Fairey's wide portfolio, however, has made him a controversial figure in certain circles. He has received criticism from some members of the urban art community for his commercial projects, which they believe are 'selling out'. On the other hand, he has been challenged for targeting public spaces with his campaigns. This resulted in a further legal dispute in 2018, when he was charged as part of Detroit Mayor Mike Duggan's aggressive crackdown on graffiti and unauthorized street art. The case later dismissed.
The Legacy of Shepard Fairey
Fairey's Street Art adorns the walls of cities around the world, including Los Angeles, New York, London, Johannesburg, Berlin, Tokyo, and Hong Kong, but the very nature of it is that it is ephemeral. While posters and prints survive, his murals often disappear. He noted that: "I've been in street art 30 years. Most of my pieces don't last that long. As an artist you have to be comfortable with enjoying the process and not being precious about the product. I am always happy when something lasts but it's a world of many transgressions, the least of which is someone writing over my mural. People will tag me or write over my mural because they think I am too mainstream now, that I'm a sellout, or they know that my work will be photographed and it will get them attention. I consider myself an ally with all the other people doing things on the street."

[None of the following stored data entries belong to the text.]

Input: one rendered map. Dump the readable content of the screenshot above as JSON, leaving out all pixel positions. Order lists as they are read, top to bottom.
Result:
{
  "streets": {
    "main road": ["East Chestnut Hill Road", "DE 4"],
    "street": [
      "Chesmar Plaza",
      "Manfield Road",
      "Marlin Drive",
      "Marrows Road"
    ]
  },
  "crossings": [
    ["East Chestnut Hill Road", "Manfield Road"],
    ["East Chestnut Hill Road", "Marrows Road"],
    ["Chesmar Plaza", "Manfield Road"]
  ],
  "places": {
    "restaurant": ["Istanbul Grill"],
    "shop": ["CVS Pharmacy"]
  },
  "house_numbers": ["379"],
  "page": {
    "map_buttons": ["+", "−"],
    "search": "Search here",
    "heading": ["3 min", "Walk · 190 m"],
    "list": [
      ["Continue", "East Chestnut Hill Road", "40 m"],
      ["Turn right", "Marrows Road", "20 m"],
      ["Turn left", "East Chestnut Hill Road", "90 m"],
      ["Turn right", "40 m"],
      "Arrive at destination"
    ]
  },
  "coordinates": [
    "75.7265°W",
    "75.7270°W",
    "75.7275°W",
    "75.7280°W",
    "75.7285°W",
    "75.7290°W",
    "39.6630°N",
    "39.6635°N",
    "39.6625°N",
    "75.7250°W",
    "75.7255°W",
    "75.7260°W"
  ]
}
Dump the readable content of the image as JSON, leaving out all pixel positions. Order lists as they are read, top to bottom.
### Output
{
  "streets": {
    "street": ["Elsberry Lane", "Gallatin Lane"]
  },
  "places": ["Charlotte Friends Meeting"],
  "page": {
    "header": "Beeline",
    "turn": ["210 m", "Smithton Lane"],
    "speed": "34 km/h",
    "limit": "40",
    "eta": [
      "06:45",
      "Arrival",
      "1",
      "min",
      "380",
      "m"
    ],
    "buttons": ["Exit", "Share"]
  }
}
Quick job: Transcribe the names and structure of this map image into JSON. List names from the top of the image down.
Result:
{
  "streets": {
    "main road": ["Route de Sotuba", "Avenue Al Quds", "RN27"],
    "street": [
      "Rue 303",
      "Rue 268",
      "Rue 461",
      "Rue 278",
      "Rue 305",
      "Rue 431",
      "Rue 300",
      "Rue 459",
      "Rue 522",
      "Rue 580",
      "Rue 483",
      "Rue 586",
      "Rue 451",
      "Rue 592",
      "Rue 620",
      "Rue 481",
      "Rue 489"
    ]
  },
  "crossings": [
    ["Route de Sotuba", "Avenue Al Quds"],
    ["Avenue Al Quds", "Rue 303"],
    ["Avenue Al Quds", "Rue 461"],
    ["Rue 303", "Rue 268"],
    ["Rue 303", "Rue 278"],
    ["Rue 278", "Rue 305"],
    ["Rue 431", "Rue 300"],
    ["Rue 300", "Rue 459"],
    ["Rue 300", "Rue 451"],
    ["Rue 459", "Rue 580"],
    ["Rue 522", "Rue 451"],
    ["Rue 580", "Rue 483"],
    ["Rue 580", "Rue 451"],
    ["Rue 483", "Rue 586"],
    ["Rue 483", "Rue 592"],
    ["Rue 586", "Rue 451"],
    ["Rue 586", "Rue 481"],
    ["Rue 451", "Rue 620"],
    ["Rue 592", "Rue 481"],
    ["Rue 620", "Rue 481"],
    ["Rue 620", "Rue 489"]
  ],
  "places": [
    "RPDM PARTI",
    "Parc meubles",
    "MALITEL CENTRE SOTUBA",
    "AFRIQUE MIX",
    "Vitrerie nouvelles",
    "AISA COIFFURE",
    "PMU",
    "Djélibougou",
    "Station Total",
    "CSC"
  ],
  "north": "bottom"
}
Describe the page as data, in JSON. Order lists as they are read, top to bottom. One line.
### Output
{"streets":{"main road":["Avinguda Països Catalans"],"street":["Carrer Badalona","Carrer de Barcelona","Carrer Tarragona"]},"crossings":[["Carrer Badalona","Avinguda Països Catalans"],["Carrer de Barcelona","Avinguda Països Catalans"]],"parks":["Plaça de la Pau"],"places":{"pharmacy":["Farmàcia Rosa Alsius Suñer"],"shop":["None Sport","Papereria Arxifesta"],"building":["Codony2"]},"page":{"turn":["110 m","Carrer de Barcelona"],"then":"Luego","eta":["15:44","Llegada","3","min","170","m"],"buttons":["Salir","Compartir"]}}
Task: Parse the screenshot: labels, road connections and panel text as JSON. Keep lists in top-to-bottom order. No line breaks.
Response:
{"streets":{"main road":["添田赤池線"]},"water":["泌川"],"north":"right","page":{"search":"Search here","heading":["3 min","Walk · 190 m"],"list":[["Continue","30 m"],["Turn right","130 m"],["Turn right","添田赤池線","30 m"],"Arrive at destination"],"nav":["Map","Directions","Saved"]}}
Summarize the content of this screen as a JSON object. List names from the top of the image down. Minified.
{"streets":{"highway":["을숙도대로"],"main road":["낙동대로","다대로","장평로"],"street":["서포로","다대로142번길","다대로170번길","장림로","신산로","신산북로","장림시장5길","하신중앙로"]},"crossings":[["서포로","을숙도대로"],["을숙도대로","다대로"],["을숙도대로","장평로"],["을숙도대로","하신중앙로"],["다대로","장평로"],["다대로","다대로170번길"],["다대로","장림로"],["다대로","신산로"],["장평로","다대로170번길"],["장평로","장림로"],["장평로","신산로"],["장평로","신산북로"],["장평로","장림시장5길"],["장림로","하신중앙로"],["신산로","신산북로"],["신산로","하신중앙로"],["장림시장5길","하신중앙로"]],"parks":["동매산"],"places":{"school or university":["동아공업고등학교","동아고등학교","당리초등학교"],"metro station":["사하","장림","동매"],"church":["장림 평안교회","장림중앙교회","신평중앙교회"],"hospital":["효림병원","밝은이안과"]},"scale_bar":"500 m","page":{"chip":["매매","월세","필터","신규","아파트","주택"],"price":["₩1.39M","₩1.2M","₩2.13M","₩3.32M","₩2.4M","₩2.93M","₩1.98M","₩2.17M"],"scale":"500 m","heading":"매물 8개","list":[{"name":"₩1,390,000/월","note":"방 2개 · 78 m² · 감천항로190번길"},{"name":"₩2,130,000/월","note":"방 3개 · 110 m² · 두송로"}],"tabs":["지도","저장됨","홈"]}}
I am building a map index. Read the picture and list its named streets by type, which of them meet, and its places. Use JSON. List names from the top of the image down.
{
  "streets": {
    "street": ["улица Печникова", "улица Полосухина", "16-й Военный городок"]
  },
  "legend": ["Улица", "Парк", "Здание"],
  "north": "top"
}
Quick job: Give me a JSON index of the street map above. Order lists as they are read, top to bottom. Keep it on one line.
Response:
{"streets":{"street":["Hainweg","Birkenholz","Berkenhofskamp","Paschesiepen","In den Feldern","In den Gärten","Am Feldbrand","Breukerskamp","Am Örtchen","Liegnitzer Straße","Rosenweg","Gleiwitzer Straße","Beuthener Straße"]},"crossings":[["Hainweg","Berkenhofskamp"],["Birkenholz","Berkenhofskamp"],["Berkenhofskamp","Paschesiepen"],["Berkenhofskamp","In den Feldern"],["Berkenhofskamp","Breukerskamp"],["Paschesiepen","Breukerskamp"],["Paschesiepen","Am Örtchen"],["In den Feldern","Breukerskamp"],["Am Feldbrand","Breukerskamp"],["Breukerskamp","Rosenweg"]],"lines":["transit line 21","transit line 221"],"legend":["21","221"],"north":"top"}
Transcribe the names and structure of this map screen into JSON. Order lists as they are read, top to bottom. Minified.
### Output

Fairey has become one of the most influential Street Artists working today, and has been dubbed "this generation's Warhol". He was the subject of James Moll's film Obey Giant, has appeared in Banksy's film Exit Through the Gift Shop and took on a guest role in the Simpsons episode Exit Through the Kwik-E-Mart. In 2019 a retrospective of Fairey's work, Facing the Giant: 3 Decades of Dissent, was opened at the Over the Influence gallery in Los Angeles' Arts District. He has influenced a new generation of Public and Street Artists including Franky Aguilar, Jack Devereux and Hungry Castle. An unintended consequence of Fairey's work is that it has boosted property prices; an apartment in Costa Mesa, California sold for more than double average value in 2019 thanks to an enormous Fairey mural on its side.